- Opening Delimiter -

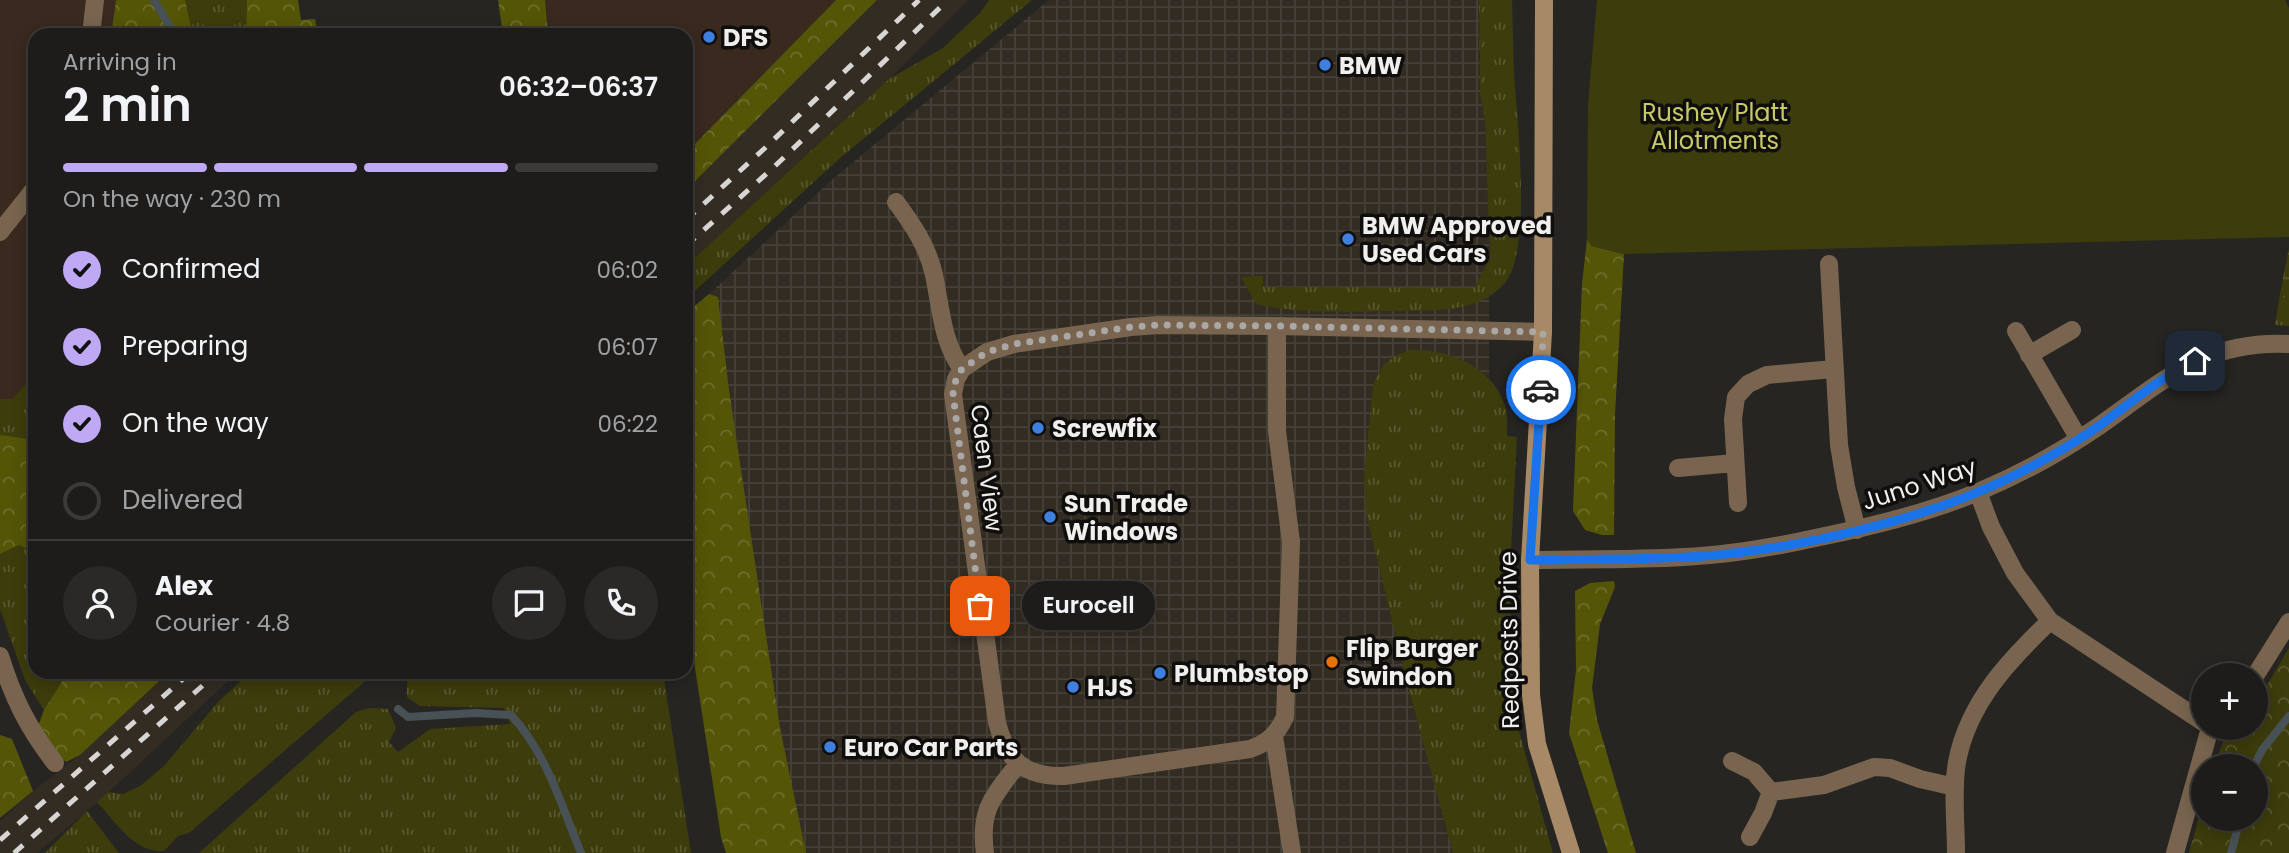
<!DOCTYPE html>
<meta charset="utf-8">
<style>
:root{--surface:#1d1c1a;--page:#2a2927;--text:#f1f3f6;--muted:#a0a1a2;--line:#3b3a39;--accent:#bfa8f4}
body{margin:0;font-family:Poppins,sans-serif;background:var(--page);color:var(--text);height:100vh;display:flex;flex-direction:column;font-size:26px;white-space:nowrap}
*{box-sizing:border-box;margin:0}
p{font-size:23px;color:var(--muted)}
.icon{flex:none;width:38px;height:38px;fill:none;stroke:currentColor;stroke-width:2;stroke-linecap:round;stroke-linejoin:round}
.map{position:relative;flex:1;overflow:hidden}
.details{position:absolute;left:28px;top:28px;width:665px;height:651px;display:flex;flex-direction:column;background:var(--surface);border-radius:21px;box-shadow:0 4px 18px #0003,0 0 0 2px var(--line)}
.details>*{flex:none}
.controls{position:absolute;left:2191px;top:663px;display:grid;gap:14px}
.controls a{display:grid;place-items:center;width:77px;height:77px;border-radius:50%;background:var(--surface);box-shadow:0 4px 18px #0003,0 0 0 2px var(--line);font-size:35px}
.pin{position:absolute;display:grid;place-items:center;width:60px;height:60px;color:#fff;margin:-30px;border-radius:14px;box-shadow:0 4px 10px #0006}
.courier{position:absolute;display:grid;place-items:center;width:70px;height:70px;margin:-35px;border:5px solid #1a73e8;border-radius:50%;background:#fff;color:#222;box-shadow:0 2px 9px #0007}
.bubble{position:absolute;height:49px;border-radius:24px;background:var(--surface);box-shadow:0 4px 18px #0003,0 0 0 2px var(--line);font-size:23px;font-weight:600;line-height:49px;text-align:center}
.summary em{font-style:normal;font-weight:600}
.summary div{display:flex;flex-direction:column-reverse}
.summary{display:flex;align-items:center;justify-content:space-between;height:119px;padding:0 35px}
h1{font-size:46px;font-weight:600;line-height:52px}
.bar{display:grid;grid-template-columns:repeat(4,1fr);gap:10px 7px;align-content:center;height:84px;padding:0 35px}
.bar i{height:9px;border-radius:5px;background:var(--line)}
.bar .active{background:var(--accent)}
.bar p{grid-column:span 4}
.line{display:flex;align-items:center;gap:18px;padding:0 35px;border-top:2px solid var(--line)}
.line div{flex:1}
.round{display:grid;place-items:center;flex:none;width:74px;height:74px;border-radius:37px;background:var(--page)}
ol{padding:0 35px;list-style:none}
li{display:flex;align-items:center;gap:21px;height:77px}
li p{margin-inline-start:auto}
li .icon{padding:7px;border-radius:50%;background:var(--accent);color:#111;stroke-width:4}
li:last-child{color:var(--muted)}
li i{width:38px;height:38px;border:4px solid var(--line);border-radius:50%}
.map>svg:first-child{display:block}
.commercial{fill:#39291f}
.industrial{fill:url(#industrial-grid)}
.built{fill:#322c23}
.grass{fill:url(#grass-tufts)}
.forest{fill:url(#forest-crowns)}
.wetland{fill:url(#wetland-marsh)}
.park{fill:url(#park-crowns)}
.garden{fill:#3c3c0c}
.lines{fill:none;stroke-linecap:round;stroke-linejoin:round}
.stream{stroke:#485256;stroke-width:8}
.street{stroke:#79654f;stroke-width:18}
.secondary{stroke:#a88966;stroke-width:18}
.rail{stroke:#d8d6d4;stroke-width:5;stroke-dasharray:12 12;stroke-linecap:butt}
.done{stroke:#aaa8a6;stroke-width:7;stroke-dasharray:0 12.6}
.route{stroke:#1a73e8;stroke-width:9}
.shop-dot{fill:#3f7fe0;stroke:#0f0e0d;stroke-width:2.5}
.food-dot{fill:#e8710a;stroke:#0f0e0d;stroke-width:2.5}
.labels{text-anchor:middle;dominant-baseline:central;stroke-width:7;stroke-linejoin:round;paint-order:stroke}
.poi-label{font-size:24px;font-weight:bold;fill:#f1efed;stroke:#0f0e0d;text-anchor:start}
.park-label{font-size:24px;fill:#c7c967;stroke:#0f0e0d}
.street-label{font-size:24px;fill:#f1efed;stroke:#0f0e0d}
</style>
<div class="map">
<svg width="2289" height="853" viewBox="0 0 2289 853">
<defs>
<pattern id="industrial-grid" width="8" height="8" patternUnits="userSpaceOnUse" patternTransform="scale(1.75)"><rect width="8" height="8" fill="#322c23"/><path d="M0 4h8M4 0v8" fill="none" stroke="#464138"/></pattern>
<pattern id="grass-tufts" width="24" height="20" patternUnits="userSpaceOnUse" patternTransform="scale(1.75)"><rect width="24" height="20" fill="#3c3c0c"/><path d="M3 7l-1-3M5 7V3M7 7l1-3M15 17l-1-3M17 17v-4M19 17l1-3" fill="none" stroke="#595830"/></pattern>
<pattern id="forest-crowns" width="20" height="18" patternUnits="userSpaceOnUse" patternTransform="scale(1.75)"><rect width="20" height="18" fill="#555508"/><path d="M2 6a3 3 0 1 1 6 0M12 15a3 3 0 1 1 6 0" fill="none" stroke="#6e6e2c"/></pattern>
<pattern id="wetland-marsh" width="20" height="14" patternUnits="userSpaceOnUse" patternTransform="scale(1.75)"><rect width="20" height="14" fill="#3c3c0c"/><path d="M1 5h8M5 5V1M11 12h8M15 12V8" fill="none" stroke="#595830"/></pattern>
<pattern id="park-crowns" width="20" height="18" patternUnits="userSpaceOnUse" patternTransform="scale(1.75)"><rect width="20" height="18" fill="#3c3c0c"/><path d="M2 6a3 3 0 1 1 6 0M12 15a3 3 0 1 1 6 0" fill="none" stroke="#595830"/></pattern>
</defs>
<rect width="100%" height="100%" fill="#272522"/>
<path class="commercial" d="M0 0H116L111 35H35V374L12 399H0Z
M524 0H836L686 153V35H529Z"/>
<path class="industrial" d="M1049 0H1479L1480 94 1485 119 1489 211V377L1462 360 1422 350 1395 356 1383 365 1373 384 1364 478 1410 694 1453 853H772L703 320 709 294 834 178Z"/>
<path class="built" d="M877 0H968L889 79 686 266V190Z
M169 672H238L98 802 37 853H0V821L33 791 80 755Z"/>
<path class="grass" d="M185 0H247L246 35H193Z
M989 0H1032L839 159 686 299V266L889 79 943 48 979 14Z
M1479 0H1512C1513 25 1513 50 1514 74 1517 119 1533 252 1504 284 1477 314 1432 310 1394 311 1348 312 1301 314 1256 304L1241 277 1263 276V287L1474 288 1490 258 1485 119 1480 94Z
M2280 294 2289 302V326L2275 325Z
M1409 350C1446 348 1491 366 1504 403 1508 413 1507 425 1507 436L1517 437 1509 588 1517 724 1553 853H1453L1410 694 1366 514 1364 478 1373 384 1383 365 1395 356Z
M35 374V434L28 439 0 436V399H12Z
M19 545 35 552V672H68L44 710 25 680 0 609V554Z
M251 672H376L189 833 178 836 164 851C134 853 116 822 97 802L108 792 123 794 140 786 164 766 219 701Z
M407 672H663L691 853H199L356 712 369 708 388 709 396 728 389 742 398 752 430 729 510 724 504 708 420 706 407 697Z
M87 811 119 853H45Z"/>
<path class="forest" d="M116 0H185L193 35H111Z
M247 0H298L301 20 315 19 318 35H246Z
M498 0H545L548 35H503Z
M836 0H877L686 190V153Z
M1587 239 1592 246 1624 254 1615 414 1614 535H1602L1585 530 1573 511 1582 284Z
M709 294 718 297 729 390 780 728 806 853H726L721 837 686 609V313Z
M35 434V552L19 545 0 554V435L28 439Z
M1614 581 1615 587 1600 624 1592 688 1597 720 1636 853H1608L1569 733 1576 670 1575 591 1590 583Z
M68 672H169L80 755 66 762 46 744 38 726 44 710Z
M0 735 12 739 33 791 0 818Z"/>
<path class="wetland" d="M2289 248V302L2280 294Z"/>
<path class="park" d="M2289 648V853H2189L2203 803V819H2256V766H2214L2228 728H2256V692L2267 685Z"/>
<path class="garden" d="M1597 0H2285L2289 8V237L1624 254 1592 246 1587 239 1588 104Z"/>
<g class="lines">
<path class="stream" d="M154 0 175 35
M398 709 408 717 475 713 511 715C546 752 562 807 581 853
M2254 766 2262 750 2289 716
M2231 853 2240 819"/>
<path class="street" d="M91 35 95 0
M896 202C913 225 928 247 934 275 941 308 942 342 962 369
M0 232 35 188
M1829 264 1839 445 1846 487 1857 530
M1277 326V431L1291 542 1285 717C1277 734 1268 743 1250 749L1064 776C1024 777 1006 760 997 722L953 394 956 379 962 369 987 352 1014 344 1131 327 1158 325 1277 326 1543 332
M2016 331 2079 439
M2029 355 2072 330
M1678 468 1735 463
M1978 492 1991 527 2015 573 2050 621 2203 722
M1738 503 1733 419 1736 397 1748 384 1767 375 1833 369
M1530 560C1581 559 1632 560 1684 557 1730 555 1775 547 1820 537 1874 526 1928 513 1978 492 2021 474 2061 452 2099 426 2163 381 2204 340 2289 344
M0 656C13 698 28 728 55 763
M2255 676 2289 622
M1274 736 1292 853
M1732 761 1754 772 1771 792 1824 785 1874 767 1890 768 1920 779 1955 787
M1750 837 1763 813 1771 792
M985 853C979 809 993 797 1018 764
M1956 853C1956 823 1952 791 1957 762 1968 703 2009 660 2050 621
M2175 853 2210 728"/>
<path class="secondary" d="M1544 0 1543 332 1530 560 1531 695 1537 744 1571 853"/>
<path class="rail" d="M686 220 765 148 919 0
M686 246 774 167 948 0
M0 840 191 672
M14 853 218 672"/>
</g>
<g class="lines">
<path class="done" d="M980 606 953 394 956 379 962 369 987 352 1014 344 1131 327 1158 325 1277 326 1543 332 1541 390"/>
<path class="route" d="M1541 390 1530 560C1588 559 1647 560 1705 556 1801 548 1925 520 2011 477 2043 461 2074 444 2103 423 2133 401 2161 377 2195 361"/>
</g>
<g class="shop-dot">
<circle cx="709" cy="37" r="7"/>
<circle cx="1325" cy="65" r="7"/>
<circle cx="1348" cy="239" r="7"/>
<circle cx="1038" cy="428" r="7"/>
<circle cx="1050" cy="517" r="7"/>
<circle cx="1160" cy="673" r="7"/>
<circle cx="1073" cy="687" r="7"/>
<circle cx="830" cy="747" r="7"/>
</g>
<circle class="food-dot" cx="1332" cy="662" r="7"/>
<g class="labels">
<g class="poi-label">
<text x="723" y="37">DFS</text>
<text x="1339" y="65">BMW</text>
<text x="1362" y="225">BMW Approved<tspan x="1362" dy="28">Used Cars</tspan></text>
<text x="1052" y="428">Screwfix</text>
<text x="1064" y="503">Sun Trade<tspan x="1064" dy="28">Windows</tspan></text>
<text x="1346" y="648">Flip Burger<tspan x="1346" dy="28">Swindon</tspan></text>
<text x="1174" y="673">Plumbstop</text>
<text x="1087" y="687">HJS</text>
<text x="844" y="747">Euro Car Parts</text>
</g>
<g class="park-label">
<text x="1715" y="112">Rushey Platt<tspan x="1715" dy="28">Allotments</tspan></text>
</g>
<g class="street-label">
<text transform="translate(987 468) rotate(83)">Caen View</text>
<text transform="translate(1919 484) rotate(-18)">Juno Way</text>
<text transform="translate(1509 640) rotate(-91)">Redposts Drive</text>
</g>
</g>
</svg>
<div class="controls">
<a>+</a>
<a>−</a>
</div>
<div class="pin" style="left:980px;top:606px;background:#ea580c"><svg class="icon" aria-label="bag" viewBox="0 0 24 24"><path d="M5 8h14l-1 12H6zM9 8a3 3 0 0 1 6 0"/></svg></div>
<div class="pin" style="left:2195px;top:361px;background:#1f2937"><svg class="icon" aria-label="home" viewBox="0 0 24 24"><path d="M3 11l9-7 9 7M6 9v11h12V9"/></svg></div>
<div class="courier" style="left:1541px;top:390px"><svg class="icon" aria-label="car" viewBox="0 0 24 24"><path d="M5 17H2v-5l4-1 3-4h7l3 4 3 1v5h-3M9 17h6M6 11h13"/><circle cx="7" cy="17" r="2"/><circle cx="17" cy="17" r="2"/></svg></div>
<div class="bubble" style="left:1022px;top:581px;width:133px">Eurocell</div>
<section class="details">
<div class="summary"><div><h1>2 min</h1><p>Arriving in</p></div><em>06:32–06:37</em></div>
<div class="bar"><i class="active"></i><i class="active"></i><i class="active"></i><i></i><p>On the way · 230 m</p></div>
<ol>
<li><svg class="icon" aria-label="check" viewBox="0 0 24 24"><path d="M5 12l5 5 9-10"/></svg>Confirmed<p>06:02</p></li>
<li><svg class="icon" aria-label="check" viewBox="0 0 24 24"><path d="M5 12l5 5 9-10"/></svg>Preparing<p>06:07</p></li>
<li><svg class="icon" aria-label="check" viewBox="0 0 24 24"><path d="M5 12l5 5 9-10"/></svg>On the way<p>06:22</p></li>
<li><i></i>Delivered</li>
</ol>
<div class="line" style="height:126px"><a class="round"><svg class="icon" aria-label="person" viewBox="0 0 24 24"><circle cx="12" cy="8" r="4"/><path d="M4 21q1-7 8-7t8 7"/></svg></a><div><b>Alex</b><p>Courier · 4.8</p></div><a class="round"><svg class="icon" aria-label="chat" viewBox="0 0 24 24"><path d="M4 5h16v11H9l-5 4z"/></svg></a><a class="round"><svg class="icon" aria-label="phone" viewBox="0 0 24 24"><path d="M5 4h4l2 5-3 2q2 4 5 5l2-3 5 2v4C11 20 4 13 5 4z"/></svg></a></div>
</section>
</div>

- Closing Delimiter -
- Opening Delimiter -

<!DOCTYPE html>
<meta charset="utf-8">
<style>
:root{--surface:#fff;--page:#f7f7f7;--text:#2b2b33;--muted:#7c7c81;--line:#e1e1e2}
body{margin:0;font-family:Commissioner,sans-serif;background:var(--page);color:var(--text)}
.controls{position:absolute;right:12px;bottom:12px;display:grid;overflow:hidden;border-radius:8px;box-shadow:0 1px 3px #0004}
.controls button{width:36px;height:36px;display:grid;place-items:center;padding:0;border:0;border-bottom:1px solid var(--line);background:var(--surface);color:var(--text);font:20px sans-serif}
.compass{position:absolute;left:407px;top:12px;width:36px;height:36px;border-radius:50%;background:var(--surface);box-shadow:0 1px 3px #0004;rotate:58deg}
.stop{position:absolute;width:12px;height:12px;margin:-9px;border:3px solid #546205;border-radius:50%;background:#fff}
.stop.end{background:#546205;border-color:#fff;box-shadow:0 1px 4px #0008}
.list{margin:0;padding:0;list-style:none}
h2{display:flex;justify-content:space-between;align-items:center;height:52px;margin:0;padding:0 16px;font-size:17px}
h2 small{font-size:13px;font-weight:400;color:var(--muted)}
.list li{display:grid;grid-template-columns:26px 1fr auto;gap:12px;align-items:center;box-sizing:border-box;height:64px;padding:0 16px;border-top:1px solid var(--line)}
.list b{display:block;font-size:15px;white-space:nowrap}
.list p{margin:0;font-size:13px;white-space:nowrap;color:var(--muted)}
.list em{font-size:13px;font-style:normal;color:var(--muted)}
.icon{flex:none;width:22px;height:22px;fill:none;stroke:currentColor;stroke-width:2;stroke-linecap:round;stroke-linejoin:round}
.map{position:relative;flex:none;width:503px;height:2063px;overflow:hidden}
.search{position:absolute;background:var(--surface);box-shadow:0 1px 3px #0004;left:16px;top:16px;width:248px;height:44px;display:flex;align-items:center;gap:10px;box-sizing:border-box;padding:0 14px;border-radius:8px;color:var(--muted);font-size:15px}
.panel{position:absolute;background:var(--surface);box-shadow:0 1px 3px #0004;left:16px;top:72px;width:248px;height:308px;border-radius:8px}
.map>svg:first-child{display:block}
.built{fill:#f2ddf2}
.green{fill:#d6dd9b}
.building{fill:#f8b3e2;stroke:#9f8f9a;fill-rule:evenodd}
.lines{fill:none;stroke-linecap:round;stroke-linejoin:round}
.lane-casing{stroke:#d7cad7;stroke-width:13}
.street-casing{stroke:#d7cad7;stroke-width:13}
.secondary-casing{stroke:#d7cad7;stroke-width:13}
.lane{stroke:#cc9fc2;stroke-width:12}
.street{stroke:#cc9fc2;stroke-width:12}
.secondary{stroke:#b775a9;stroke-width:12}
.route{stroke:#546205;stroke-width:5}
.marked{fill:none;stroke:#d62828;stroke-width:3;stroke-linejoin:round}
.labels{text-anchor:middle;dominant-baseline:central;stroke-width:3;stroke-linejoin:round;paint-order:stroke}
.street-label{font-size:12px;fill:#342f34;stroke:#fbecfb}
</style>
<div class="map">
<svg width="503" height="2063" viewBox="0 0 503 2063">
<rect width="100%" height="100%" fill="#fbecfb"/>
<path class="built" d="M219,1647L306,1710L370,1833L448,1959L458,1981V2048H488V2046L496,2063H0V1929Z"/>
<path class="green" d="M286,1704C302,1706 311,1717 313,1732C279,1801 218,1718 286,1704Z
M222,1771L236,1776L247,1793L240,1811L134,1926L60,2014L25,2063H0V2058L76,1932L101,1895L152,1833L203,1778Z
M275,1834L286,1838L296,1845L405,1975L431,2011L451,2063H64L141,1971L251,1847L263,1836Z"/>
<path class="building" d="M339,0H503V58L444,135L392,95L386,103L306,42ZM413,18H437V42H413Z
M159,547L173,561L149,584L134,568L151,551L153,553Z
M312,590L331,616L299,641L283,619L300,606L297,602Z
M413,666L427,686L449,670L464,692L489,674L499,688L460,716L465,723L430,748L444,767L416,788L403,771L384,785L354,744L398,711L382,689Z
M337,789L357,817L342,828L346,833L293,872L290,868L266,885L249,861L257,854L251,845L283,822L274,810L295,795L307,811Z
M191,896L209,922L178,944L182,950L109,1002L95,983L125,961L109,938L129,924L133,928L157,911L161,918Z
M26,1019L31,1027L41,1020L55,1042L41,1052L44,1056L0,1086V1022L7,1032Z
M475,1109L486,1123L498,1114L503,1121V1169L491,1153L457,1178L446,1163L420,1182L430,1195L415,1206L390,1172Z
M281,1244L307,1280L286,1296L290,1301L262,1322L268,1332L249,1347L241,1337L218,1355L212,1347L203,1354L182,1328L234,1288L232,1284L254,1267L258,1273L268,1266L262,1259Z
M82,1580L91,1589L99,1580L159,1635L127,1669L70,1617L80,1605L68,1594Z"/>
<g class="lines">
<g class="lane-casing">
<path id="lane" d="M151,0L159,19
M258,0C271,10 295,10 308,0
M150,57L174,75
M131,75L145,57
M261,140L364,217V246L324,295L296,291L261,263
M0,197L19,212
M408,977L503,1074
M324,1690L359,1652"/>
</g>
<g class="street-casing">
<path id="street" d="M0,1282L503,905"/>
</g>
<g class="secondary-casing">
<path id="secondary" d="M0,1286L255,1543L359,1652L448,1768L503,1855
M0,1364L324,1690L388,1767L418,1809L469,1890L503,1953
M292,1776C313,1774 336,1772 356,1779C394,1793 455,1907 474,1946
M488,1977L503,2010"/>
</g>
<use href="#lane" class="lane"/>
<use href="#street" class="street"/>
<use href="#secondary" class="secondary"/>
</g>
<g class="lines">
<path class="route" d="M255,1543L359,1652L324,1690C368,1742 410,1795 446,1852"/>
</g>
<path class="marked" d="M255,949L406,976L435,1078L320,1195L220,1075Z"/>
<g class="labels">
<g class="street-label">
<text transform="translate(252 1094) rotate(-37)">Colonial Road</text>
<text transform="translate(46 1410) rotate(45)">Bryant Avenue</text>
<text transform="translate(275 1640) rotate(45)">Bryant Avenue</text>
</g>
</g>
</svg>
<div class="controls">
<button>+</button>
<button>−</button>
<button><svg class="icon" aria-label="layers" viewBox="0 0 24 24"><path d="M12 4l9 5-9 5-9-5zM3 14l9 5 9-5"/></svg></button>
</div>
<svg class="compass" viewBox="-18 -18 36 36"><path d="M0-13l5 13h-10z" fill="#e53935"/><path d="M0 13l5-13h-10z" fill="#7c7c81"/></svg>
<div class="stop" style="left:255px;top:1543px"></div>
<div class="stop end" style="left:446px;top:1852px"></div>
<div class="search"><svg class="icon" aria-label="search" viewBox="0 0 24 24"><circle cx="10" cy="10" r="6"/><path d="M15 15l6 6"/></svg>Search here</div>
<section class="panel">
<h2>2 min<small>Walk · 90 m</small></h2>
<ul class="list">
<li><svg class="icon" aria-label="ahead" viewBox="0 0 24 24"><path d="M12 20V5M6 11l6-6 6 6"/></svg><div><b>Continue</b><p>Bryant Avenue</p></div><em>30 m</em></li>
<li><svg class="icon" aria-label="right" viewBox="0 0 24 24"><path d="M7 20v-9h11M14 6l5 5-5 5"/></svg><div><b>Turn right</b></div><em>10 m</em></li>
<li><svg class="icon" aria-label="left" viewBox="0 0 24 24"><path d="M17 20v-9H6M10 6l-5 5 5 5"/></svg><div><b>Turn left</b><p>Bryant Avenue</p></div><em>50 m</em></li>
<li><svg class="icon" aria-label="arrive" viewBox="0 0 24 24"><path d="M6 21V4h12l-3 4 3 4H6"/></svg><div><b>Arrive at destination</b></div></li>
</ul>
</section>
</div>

- Closing Delimiter -

**Task objective:** Pull each line containing the word "bottom" out of the data above.

**Result of this exercise:**
.controls{position:absolute;right:12px;bottom:12px;display:grid;overflow:hidden;border-radius:8px;box-shadow:0 1px 3px #0004}
.controls button{width:36px;height:36px;display:grid;place-items:center;padding:0;border:0;border-bottom:1px solid var(--line);background:var(--surface);color:var(--text);font:20px sans-serif}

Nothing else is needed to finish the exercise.